И мне случилось! Правда, не в Борисфене, а на другой, левой, стороне Буга, в Семёновом Рогу, но ведь случилось, приехал!
Лупарёво было конечной станцией автобусного сообщения. Дальше – другая область, и дорога на границе исчезла. А мне нужно было в Станислав, за границу, - и ме́ста, и времени... Делать нечего, я пошёл по берегу лимана пешком. Небо над громадой глинистого обрыва пронзительно голубело, у нор крутились золотистые щурки и синие сизоворонки, по балкам серебрилась цареградская лоза и серые змеи свисали со стеблей тростниковых джунглей, выходивших к самому урезу воды. «А напротив-то Ольвия** . - напоминал я себе то и дело. – Там ведь Геродот жил!»
Отойдя от околицы на какое-то расстояние, увидел я над обрывом белый маяк и маячные домики в тени разлогих грецких орехов. «Верно в саду и колодец стоит с холодной водой, и статная козачка даст мне напиться прямо из ведра. А потом я вздремну в холодке, пока жара не спадёт». Я полез по крутым ступенькам наверх. Вообразите же моё удивление, когда, перейдя участок жёлтой тырсы, я, и в самом деле, заметил во дворе девушку. Она подметала двор, как то в любое время дня и ночи с прилежанием делает женская половина всей Украины. Я стал наблюдать из-за забора, работница мела «смиття» всё ближе ко мне. Я хлопнул калиткой, девушка удивлённо выпрямилась.
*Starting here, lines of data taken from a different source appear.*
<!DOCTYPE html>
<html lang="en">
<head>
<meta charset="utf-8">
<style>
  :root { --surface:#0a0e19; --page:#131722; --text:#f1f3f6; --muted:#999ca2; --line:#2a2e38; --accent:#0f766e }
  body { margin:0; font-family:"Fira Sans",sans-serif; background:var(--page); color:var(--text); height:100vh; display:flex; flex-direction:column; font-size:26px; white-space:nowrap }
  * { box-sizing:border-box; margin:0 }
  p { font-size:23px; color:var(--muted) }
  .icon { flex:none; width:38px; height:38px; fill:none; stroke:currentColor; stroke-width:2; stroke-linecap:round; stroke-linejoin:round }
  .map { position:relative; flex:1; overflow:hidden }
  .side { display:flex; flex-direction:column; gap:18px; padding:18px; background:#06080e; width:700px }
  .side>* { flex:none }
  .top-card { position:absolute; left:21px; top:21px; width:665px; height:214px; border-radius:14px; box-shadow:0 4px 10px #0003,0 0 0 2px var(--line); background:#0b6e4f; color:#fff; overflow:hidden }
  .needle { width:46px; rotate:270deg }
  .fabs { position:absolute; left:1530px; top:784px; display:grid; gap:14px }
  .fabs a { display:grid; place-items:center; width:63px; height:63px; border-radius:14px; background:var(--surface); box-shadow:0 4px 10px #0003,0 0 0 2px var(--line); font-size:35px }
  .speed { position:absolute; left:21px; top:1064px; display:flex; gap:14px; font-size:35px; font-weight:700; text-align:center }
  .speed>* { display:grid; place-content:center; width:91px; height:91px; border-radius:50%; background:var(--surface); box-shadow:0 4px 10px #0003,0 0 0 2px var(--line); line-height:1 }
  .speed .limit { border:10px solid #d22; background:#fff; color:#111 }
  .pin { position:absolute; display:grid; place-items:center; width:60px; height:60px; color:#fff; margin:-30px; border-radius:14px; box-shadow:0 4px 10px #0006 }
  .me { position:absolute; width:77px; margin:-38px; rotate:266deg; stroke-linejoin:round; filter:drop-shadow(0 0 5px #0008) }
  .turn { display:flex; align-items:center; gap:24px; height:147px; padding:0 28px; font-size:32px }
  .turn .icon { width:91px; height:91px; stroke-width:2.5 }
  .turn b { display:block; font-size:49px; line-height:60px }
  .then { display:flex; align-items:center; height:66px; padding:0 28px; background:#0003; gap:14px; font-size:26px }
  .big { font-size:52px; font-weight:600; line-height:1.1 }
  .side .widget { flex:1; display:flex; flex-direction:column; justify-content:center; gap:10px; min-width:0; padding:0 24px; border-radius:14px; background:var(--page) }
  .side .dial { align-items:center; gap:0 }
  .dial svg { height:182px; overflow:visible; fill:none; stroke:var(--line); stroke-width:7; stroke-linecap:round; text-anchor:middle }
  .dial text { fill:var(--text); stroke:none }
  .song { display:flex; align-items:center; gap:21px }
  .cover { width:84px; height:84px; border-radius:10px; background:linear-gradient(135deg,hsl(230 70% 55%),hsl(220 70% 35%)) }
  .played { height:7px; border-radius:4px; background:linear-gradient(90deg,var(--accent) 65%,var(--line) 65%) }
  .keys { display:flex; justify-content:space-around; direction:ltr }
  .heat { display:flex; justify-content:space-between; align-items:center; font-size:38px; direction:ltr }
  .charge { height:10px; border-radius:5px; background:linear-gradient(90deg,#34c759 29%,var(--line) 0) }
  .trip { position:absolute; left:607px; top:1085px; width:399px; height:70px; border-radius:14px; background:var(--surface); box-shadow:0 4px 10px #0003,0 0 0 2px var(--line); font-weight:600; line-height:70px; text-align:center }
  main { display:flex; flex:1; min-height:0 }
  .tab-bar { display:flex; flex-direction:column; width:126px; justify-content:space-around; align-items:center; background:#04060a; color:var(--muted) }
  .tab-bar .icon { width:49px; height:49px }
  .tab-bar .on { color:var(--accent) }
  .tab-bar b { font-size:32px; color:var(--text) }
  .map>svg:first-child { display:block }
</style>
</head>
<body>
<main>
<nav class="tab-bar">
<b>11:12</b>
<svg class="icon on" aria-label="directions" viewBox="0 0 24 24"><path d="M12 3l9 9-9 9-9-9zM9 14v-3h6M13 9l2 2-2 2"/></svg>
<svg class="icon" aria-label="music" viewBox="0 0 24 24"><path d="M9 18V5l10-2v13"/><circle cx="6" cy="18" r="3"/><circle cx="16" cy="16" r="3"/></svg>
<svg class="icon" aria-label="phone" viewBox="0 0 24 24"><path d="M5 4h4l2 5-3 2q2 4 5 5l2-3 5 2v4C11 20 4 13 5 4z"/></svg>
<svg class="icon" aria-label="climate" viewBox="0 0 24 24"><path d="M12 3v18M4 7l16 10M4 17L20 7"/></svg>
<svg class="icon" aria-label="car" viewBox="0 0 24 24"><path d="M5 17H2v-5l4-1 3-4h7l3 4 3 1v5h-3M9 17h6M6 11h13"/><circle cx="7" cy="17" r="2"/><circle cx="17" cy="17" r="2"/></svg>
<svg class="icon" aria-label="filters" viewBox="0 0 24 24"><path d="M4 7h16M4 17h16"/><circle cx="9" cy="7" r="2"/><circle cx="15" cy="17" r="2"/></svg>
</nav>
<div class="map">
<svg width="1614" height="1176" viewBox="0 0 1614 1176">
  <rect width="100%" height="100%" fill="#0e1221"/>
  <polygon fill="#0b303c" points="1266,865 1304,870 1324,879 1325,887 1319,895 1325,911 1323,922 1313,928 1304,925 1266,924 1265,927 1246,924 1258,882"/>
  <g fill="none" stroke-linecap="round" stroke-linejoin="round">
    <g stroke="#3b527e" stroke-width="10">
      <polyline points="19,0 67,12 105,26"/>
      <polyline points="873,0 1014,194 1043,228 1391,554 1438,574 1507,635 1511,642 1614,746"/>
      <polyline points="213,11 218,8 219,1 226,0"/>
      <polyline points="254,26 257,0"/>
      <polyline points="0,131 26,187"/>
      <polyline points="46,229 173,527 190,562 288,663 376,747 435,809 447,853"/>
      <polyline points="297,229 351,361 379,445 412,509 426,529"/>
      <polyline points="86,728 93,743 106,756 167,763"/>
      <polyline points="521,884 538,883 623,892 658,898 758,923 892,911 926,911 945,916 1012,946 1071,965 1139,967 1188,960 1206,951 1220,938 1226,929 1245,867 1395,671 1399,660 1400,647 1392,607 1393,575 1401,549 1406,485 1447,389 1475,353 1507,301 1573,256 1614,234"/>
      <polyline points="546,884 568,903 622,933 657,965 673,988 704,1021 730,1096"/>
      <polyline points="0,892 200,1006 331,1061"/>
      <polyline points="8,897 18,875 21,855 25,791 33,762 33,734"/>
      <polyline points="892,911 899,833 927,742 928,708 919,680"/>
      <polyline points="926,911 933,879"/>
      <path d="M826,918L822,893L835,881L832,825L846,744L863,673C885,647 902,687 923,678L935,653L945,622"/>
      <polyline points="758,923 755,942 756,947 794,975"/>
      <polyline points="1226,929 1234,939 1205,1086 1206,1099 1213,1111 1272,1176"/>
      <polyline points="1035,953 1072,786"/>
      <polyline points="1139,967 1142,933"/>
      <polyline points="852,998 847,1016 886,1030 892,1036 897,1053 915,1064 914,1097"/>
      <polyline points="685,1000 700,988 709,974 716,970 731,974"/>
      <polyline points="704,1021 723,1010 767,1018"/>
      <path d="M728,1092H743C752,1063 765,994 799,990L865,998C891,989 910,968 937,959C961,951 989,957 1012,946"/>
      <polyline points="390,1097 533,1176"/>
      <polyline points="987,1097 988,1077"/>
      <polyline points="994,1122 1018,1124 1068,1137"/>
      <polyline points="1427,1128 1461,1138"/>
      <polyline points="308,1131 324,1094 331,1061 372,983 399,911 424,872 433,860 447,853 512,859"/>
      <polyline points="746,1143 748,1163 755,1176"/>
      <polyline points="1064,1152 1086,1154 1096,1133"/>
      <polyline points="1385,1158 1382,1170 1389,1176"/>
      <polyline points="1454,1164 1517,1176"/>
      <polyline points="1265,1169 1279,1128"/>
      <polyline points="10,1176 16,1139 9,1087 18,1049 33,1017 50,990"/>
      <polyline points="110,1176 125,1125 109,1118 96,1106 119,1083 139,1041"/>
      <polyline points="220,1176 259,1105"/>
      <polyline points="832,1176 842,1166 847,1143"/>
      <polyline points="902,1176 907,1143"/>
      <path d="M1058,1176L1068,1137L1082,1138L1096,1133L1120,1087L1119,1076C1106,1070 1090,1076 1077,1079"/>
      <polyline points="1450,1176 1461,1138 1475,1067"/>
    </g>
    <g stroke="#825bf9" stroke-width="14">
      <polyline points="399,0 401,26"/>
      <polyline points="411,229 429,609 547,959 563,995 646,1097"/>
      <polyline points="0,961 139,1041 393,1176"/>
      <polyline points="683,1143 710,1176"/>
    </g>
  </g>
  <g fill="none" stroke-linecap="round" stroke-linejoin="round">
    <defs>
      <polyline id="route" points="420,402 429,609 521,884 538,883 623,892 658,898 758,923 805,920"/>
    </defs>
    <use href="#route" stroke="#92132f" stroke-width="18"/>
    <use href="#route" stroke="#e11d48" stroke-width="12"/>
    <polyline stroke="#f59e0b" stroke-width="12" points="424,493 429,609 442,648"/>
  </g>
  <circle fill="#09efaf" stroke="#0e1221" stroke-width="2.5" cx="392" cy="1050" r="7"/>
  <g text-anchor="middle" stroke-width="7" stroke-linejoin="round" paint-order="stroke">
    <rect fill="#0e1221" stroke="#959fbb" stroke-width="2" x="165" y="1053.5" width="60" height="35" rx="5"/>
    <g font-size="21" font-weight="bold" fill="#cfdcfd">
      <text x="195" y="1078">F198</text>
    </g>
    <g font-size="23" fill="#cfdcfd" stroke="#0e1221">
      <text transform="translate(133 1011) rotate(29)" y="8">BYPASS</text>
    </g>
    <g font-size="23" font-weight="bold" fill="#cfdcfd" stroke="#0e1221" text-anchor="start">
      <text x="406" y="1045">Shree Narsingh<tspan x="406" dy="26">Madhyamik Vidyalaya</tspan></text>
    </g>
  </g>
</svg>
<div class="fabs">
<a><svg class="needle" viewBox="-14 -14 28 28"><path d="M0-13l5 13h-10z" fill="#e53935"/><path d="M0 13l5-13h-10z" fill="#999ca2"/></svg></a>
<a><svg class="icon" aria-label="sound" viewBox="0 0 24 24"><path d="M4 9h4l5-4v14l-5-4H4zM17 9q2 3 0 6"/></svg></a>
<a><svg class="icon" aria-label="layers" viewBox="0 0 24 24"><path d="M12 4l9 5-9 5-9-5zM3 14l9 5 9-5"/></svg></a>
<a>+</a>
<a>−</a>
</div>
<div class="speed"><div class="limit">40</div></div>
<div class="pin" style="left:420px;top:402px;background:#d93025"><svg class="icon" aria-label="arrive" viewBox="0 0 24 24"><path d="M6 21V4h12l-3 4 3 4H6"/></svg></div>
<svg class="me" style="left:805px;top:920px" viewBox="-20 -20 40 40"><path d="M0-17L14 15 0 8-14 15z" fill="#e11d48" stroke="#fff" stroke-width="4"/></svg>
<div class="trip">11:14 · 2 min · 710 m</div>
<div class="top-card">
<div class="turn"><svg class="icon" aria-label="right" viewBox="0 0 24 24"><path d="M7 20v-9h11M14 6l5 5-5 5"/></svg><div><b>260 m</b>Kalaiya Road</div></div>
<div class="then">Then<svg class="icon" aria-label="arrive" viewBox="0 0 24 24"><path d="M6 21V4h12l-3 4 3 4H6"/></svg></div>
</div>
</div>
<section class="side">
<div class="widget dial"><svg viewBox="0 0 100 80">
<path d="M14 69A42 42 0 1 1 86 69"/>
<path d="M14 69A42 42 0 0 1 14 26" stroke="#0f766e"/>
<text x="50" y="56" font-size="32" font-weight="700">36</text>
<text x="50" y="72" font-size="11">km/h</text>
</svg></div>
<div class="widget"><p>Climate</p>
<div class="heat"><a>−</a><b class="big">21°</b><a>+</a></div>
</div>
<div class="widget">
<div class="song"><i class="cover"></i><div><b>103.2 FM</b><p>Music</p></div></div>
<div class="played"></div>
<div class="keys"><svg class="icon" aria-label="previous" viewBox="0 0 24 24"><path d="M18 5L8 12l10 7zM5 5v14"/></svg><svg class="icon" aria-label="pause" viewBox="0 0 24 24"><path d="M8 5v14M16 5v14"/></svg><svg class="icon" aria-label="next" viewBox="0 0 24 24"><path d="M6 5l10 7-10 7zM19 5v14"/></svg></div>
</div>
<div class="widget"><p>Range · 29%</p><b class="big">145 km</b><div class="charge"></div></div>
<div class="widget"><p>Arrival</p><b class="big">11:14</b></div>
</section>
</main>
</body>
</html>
- А можно у вас воды попить?
- Ой, откуда вы взялися?!
- А я берегом в Станислав иду. Извините, что беспокою.
- В Станислав!? Так вы по берегу два дня идти будете. Там ставок, а за Змеиной балкой обрыв в воду порушился, а поверху – тырса по пояс, всего вас изсверлит.
- Что же мне делать? Возвращаться?
- Не знаю… Дядя повезёт завтра в Александровку бабушку на машине, так и вас напротив Станислава высадит. А зачем вам в Станислав-то? Я сейчас спрошу.
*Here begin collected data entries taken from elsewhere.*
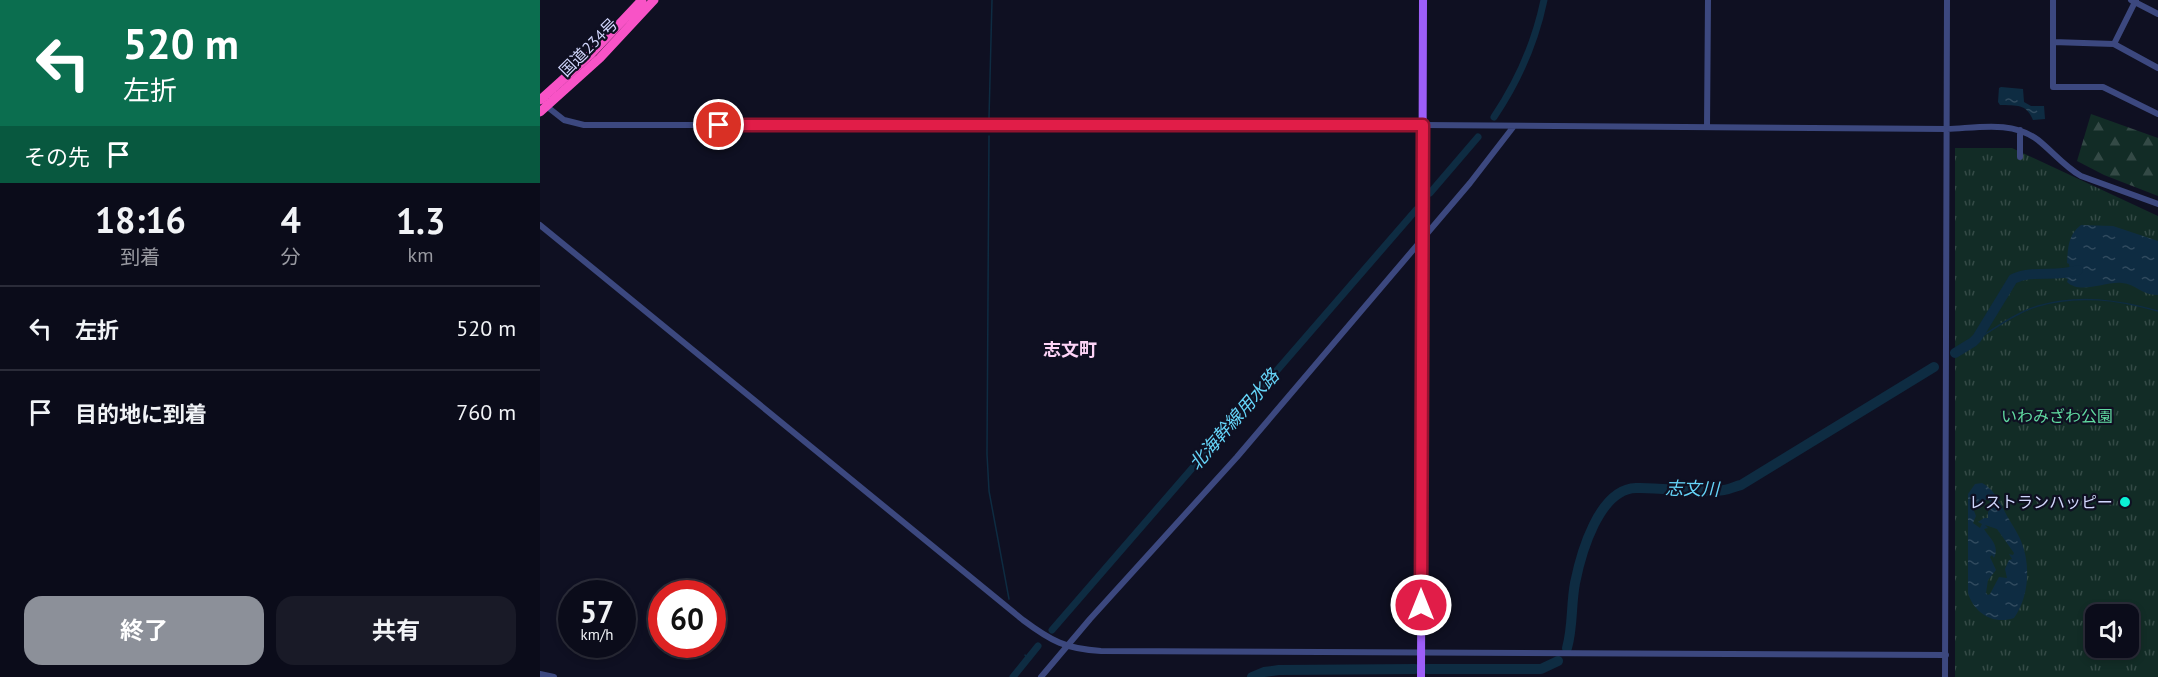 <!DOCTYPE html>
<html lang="ja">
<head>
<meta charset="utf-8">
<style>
	:root { --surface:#0b0c1a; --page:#191a27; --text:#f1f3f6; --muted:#9a9ba2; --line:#2b2c39; --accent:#8c9099 }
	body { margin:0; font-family:"PT Sans","Noto Sans JP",sans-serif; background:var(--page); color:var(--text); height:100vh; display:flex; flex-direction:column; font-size:22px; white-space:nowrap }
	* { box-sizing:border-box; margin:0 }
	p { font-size:20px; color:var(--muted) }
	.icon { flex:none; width:33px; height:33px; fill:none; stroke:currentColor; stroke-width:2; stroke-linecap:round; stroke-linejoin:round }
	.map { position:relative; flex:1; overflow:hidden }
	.panel { display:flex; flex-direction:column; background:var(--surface); width:540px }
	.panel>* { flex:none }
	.top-card { background:#0b6e4f; color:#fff; overflow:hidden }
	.controls { position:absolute; left:1545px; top:604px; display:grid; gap:12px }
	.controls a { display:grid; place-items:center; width:54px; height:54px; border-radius:12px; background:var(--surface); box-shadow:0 3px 9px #0003,0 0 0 2px var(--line); font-size:30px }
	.speed { position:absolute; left:18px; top:580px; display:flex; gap:12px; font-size:30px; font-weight:700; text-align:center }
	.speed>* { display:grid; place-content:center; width:78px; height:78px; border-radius:50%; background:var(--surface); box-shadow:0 3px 9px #0003,0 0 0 2px var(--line); line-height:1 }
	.speed small { font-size:15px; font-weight:400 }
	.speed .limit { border:9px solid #d22; background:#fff; color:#111 }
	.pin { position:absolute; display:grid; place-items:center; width:51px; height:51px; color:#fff; margin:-26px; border:3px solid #fff; border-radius:50%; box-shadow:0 2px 6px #0007 }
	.me { position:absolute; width:66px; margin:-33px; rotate:0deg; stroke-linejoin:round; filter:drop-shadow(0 0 4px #0008) }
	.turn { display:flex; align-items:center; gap:21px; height:126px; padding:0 24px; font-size:27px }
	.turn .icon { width:78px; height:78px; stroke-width:2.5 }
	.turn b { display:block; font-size:42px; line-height:51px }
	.then { display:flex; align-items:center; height:57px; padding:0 24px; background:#0003; gap:12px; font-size:22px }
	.eta { display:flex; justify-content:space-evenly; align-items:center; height:102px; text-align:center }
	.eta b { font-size:36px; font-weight:700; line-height:42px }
	.cta { display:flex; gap:12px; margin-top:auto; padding:12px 24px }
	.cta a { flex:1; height:69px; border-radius:18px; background:var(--accent); color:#fff; font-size:24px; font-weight:700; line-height:69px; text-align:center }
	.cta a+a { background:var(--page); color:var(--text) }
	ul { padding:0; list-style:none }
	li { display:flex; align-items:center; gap:18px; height:84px; padding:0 24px; border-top:2px solid var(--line) }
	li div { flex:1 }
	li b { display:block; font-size:22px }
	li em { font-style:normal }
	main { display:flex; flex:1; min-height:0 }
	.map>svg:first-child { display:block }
	.grass { fill:url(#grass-tufts); fill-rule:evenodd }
	.forest { fill:url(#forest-firs) }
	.water { fill:url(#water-ripples); fill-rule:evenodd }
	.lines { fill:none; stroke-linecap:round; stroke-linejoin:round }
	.stream { stroke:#0e2c42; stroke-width:1.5 }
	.canal { stroke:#0e2c42; stroke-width:7 }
	.river { stroke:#0e2c42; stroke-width:10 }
	.minor { stroke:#3c487f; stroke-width:6 }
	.major { stroke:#9d5ef8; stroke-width:8 }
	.highway { stroke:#f853c6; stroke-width:9 }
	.route-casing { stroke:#92132f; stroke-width:15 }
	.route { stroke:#e11d48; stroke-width:10 }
	.poi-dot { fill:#0af1d6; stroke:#0f1022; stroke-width:2 }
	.labels { text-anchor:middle; stroke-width:4.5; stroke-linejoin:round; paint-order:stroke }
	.street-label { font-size:16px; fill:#d2d7fd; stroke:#0f1022 }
	.park-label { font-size:16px; fill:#61daa1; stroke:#0f1022 }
	.poi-label { font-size:16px; fill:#d2d7fd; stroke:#0f1022; text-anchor:end }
	.neighbourhood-label { font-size:18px; font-weight:bold; fill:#fdd4f7; stroke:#0f1022 }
	.water-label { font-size:18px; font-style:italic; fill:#65d4f8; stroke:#0f1022 }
</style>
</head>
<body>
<main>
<section class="panel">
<div class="top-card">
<div class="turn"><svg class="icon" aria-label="left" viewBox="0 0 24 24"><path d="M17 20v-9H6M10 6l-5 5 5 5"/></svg><div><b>520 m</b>左折</div></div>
<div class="then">その先<svg class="icon" aria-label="arrive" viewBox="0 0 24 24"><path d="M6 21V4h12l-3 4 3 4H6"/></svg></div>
</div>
<div class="eta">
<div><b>18:16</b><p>到着</p></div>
<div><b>4</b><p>分</p></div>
<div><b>1.3</b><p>km</p></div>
</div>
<ul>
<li><svg class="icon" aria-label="left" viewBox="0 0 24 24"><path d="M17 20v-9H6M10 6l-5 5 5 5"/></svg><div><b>左折</b></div><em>520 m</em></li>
<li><svg class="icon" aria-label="arrive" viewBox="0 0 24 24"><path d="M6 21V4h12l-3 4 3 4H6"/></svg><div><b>目的地に到着</b></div><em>760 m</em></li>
</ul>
<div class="cta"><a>終了</a><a>共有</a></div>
</section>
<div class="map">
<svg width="1618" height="677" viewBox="0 0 1618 677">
	<defs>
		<pattern id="grass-tufts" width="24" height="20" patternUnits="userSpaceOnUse" patternTransform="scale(1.5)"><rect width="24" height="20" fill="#122c26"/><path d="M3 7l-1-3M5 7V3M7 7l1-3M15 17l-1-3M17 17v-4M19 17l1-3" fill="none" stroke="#344a46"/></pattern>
		<pattern id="forest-firs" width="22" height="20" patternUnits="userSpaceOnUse" patternTransform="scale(1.5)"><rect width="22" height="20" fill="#122c26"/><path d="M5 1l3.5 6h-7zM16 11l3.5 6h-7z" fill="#344a46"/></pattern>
		<pattern id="water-ripples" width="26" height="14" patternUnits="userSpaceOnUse" patternTransform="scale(1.5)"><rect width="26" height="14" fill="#0e2c42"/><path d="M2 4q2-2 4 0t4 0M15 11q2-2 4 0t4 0" fill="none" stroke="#304a5e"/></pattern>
	</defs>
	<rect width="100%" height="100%" fill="#0f1022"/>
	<path class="grass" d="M1415,148H1472L1618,216V677H1415ZM1556,615H1588V648H1556Z"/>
	<path class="forest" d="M1551,114L1618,138V196L1564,175L1537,161Z"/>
	<path class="water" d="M1461,87L1483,89L1484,102L1491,106H1504L1505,119L1493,120C1486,103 1477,106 1460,105L1458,102L1459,88Z
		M1541,225L1573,226L1618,241V295C1603,296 1596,284 1582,283C1565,281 1541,295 1527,282L1528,279L1525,278L1527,270L1530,269L1529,264L1527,263C1528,247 1528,235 1541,225Z
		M1442,483C1454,489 1459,501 1465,512C1470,522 1477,531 1481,541C1491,565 1489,597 1474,618C1453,625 1434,613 1428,593V494L1435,484ZM1445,500H1449L1452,507L1448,512V518H1444L1438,522L1442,524L1440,528L1433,523L1436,516L1432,506L1445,504ZM1445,525L1457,529L1474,553L1473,555L1469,554L1472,559L1469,560L1465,569L1467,578L1459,577L1450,594L1448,595L1446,593L1448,580L1456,570L1450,557L1452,555L1454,558C1460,545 1450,539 1444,529L1448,528Z"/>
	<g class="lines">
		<path class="stream" d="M449,118L452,0
			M449,136L447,454L449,491L469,599
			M1433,342C1454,329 1475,313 1498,306C1538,294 1579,300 1618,311
			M485,655L488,659"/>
		<path class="canal" d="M954,117C979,80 995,43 1004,0
			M890,193L938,137
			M512,630L876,210
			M473,677L498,646"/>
		<path class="river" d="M1415,353L1433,342L1437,338L1473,279C1493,269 1517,278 1538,270
			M1027,648C1033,627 1031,604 1035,583C1041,553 1059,489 1096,488C1123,487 1158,494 1184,490C1190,489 1196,486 1201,485L1394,367
			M887,669H1001L1018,661
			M712,677L724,672L739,670L875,669"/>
		<path class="minor" d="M1513,0V42L1574,44L1618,68
			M1591,0L1618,14
			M1513,42V87H1563L1618,114
			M1574,44L1596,0
			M5,105L24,120L44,125H883L1407,129C1437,128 1472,120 1498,140C1513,152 1525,167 1541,176L1618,204
			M1167,127L1168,0
			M1480,157V130
			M0,225L483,620C511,641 526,649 561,651L1406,655
			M0,674L14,677
			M501,677L550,619L697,457L930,183L974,126
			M1405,677L1407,0"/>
		<path class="major" d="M881,677L883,0"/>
		<path class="highway" d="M0,100L51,54L102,0
			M0,112L60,58L114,0"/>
	</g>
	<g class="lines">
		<defs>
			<path id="route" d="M179,125H883L881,605"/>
		</defs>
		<use href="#route" class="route-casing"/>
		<use href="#route" class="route"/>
	</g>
	<circle class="poi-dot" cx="1585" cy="502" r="6"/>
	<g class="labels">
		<g class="street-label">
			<text transform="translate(48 47) rotate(-45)" y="6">国道234号</text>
		</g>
		<g class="park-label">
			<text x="1517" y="422">いわみざわ公園</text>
		</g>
		<g class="poi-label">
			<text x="1573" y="508">レストランハッピー</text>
		</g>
		<g class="neighbourhood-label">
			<text x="530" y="356">志文町</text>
		</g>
		<g class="water-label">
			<text transform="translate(694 420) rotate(-49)" y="6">北海幹線用水路</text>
			<text transform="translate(1152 489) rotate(1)" y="6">志文川</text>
		</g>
	</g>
</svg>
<div class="controls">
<a><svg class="icon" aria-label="sound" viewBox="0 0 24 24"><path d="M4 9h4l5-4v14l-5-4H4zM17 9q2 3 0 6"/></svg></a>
</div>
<div class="speed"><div>57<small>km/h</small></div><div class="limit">60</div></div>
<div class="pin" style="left:179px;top:125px;background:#d93025"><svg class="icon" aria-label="arrive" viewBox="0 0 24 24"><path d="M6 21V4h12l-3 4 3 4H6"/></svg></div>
<svg class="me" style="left:881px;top:605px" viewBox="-20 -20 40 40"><circle r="17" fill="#e11d48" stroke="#fff" stroke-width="3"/><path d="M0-11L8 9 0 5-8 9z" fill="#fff"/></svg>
</div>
</main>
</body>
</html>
- А можно мне пока воды из колодца достать?
- Берите. Черпак на дереве висит.
Как же ты хороша, степная простота! - думал я, крутя ворот: с загорелыми крепкими ногами в своём чуть выше колена простом развевающемся платье. С волосами цвета выгоревшей осенней тырсы, будто бы слетевшими, спланировавшими вслед порывистому бегу в низкую дверь хаты. «Смотреть и не насмотреться! Как бы мне досыта налюбоваться этой красотою?! …Лишь бы ночевать оставили».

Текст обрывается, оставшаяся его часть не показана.